We Only Eat What We Like, Part 5 – Pleasure Pathways and Possible Addiction
For References, please see the previous articles, same title. The reward/reinforcement circuitry of the mammalian brain consists of synaptically interconnected neurons associated with the medial forebrain bundle, linking the ventral tegmental area, nucleus accumbens, and ventral pallidum.
Electrical stimulation of this circuit supports intense self-stimulation in animals and, in humans, produces intense pleasure or euphoria. This circuit is strongly implicated in the neural substrates of drug addiction and in such addiction-related phenomena as withdrawal dysphoria and craving. But this circuit is also implicated in the pleasures produced by natural rewards (e.g., food, sex). Cannabinoids are euphorigenic in humans and have addictive liability in vulnerable persons, but were long considered “anomalous” drugs of abuse, lacking pharmacological interaction with these brain reward substrates. It is now clear, however, that cannabinoids activate these brain substrates and influence reward-related behaviors [Gardner et al. 1998].
Tobacco is worse than anthrax in the social psyche of the healthists. However, a recent Swedish study [Hjern et al. 2001] confirms that the herb of Jean Nicot can reduce the allergic burden in both children and adults.

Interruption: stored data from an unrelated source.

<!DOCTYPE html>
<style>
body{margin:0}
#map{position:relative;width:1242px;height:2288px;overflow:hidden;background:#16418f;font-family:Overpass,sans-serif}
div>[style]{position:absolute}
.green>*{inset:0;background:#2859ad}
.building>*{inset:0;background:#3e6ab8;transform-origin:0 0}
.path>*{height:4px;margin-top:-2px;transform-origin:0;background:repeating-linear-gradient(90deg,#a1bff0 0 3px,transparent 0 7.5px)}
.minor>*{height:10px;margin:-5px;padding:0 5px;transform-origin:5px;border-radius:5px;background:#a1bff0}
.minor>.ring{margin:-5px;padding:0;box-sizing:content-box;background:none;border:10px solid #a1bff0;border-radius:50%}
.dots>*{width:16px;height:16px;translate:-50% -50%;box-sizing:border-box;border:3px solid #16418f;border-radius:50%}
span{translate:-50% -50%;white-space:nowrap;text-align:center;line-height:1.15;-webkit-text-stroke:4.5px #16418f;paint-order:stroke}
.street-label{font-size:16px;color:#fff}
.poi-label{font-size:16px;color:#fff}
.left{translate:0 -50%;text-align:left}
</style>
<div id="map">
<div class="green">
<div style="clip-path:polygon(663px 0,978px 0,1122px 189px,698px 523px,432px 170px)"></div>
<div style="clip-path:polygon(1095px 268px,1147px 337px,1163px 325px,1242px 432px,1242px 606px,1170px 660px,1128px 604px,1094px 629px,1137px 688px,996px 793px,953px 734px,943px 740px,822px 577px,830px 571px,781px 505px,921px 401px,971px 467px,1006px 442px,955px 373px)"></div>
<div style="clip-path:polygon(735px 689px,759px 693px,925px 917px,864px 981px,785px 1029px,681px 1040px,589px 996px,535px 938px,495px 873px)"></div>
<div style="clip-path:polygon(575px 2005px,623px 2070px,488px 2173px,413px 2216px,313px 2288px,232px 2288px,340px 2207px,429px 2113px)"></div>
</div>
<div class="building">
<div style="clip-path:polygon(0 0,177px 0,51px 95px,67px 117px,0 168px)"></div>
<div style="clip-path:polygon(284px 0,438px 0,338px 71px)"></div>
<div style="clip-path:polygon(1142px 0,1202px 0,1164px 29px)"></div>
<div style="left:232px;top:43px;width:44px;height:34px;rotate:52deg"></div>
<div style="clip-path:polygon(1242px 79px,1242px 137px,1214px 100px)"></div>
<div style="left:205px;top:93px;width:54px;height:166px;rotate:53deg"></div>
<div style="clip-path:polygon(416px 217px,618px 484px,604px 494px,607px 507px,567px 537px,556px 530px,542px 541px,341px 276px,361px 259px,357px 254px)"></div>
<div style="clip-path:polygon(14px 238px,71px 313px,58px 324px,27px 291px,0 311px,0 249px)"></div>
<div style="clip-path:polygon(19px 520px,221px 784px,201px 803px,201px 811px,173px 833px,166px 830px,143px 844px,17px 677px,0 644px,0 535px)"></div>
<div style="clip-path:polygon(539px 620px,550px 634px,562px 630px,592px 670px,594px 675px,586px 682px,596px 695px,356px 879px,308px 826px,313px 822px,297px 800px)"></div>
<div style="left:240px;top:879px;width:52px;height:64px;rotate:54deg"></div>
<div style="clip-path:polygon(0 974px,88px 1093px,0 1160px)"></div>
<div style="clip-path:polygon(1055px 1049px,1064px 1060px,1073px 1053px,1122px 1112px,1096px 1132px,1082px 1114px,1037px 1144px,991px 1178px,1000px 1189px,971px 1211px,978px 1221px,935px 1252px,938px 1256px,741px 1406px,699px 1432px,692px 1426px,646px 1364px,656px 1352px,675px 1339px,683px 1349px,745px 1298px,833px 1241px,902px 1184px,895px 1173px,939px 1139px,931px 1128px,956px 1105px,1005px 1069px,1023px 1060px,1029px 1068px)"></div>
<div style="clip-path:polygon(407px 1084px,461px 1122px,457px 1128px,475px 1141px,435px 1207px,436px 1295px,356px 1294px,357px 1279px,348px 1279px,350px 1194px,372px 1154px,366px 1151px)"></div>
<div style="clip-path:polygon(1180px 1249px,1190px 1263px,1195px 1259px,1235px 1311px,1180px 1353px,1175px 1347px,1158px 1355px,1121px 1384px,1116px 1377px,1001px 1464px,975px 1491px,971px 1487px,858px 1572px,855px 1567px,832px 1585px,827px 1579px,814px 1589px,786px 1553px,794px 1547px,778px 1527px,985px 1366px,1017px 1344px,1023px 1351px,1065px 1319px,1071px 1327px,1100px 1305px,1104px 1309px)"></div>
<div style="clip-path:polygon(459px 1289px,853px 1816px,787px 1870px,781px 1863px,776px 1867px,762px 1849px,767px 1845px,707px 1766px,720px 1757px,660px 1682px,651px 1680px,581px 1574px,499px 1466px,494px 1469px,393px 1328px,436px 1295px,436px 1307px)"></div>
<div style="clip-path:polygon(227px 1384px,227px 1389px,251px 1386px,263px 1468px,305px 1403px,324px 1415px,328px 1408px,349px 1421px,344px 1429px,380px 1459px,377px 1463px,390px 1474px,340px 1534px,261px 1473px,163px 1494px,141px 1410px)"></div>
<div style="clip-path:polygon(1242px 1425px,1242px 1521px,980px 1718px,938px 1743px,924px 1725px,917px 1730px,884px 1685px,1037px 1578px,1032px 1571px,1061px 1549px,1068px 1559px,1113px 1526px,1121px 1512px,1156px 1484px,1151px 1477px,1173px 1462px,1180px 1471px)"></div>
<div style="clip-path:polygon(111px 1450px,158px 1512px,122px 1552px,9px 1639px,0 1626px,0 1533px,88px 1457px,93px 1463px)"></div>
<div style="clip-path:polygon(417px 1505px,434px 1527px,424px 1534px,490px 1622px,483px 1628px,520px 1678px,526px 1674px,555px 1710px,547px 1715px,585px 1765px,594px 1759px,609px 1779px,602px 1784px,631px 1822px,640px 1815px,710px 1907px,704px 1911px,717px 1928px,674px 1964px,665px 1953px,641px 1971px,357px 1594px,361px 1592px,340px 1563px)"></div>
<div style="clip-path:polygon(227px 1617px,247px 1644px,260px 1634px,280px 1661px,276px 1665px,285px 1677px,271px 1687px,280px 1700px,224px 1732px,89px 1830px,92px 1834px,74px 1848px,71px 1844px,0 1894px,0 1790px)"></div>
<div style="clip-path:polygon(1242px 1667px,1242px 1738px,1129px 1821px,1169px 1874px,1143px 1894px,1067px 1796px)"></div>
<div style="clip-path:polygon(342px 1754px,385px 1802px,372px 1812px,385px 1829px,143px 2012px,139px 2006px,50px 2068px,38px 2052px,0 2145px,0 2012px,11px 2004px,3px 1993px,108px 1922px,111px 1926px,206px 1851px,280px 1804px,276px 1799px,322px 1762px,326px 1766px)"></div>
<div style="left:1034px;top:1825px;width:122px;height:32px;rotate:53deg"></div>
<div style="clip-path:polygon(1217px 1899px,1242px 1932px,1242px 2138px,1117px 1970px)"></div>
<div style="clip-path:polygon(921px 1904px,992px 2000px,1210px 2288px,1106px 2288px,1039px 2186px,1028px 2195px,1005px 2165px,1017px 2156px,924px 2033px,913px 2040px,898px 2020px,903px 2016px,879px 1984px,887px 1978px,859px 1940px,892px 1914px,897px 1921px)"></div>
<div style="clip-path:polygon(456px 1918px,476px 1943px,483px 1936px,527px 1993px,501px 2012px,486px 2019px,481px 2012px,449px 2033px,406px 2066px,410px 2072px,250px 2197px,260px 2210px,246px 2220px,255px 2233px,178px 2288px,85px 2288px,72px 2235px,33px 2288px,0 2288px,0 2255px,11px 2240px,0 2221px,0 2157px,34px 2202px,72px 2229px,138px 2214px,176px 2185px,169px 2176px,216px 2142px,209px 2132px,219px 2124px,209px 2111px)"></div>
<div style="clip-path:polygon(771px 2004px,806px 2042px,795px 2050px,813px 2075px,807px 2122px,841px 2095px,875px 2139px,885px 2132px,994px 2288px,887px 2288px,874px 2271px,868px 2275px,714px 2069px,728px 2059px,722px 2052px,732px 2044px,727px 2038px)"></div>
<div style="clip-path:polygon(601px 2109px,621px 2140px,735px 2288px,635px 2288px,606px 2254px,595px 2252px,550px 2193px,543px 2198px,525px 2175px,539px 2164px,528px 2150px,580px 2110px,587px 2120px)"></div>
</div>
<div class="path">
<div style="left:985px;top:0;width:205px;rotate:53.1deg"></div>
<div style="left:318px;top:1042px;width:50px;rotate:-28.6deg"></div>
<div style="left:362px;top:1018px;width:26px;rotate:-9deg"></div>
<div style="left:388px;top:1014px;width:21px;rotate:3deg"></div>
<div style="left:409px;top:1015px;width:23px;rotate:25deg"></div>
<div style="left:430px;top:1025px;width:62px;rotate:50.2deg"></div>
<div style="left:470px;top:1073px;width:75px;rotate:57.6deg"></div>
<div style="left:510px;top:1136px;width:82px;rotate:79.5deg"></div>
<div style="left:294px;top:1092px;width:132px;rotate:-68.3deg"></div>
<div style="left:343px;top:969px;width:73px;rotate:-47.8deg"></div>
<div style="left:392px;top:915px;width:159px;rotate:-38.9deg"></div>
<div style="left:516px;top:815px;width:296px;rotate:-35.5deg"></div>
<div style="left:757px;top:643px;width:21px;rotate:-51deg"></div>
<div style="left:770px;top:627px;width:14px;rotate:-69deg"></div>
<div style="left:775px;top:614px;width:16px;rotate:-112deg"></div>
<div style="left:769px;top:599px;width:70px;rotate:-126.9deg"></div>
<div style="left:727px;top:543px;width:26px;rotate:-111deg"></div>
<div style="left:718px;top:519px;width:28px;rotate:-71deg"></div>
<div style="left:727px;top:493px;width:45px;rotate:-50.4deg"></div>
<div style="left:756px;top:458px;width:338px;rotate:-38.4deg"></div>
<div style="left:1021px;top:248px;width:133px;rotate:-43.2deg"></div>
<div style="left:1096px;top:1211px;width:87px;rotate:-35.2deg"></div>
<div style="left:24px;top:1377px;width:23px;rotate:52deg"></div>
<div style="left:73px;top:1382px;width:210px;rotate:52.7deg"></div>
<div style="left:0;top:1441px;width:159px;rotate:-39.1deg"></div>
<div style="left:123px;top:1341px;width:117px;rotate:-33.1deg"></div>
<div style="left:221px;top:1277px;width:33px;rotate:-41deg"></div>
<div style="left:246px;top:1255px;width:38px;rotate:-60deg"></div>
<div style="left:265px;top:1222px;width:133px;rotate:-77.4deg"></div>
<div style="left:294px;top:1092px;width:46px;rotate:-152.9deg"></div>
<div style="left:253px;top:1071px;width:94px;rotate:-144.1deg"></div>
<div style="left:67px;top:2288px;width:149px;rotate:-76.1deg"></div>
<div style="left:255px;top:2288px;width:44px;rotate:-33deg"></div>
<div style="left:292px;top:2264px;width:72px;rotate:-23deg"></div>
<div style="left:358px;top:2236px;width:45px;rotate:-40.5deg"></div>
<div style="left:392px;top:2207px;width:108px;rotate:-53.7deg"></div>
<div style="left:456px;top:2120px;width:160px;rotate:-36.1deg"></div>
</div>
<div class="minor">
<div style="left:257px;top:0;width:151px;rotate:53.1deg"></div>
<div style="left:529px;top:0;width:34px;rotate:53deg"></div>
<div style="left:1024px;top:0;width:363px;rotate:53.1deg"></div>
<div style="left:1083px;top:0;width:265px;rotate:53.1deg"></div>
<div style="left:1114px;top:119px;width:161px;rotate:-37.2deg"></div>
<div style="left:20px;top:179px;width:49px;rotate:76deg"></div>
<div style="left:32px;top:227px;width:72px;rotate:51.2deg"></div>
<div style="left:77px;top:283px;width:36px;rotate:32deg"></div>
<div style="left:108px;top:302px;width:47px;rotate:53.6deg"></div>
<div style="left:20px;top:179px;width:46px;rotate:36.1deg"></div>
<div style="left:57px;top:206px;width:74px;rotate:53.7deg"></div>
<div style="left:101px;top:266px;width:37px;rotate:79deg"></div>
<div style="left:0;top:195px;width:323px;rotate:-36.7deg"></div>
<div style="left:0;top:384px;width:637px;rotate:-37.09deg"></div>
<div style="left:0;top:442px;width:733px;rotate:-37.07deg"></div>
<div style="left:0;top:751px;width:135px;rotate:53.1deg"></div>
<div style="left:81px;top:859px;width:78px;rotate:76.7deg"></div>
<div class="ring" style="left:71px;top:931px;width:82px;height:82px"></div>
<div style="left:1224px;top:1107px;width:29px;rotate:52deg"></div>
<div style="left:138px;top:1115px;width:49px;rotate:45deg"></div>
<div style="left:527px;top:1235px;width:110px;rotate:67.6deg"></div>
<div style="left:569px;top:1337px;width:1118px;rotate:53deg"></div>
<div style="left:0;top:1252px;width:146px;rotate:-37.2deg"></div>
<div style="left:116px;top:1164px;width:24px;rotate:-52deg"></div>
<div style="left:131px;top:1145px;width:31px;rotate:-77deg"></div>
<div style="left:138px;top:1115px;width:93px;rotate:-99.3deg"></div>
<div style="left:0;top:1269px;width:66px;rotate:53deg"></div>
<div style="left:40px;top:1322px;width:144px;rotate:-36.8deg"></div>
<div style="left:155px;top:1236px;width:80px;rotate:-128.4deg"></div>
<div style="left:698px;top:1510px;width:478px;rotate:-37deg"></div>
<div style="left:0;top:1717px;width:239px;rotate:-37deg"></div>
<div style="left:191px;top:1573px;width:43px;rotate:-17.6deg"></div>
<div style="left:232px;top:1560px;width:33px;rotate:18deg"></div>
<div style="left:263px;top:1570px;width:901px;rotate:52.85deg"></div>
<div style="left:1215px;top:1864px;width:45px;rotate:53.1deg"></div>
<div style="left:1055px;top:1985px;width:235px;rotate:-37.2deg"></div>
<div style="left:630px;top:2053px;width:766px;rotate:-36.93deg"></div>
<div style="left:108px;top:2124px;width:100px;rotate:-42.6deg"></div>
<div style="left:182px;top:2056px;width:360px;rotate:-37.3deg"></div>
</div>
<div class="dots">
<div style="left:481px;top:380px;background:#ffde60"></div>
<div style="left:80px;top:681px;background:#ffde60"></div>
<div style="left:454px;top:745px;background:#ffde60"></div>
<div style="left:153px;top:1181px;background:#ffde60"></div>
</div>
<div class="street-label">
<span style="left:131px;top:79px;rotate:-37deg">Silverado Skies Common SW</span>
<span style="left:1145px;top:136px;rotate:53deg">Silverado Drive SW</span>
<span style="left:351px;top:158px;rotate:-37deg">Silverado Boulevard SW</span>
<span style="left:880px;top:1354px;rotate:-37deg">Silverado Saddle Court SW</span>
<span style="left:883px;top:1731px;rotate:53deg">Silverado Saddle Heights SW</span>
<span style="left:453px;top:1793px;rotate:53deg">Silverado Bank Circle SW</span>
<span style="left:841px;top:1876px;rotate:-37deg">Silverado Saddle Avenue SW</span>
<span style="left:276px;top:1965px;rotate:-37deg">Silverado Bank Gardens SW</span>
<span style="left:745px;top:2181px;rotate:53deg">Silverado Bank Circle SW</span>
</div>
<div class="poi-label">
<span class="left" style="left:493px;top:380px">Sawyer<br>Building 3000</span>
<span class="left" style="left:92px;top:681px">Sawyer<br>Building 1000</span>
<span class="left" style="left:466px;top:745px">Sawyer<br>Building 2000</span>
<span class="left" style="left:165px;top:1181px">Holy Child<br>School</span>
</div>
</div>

The method was a cross-sectional study of present and former smoking habits in relation to atopic disorders from data on 6909 young and middle-aged adults (16-49 years) and their 4472 children (3-15 years) from the Swedish Survey of Living Conditions in 1996-97. The authors observed that the prevalence of allergic asthma and allergic rhino-conjunctivitis decreased, in a dose-response manner (P = 0.03 and P = 0.004, respectively), with increasing exposure to tobacco smoke in the adult study population. This pattern was little changed when potential confounders (sex, age, education, domicile, country of birth) were entered into a multivariate analysis: the adjusted odds ratio (OR) for allergic rhino-conjunctivitis was 0.5 (0.4-0.7) for those who smoked at least 20 cigarettes a day and OR 0.7 (0.6-0.9) for those smoking 10-19 cigarettes, compared with those who reported that they never had smoked Former smokers had a tendency for a slightly lower risk: OR 0.9 (0.8-1.0). In a multivariate analysis, children of mothers who smoked at least 15 cigarettes a day tended to have lower odds for suffering from allergic rhino-conjunctivitis, allergic asthma, atopic eczema and food allergy, compared to children of mothers who had never smoked (ORs 0.6-0.7). Children of fathers who had smoked at least 15 cigarettes a day had a similar tendency (ORs 0.7-0.9).
This study demonstrates an association between current exposure to tobacco smoke and a low risk for atopic disorders in smokers themselves and a similar tendency in their children. Smoking habits and atopic disorder in parents should not be considered independent variables in epidemiological studies of the connection between exposure to tobacco smoke and atopy in children.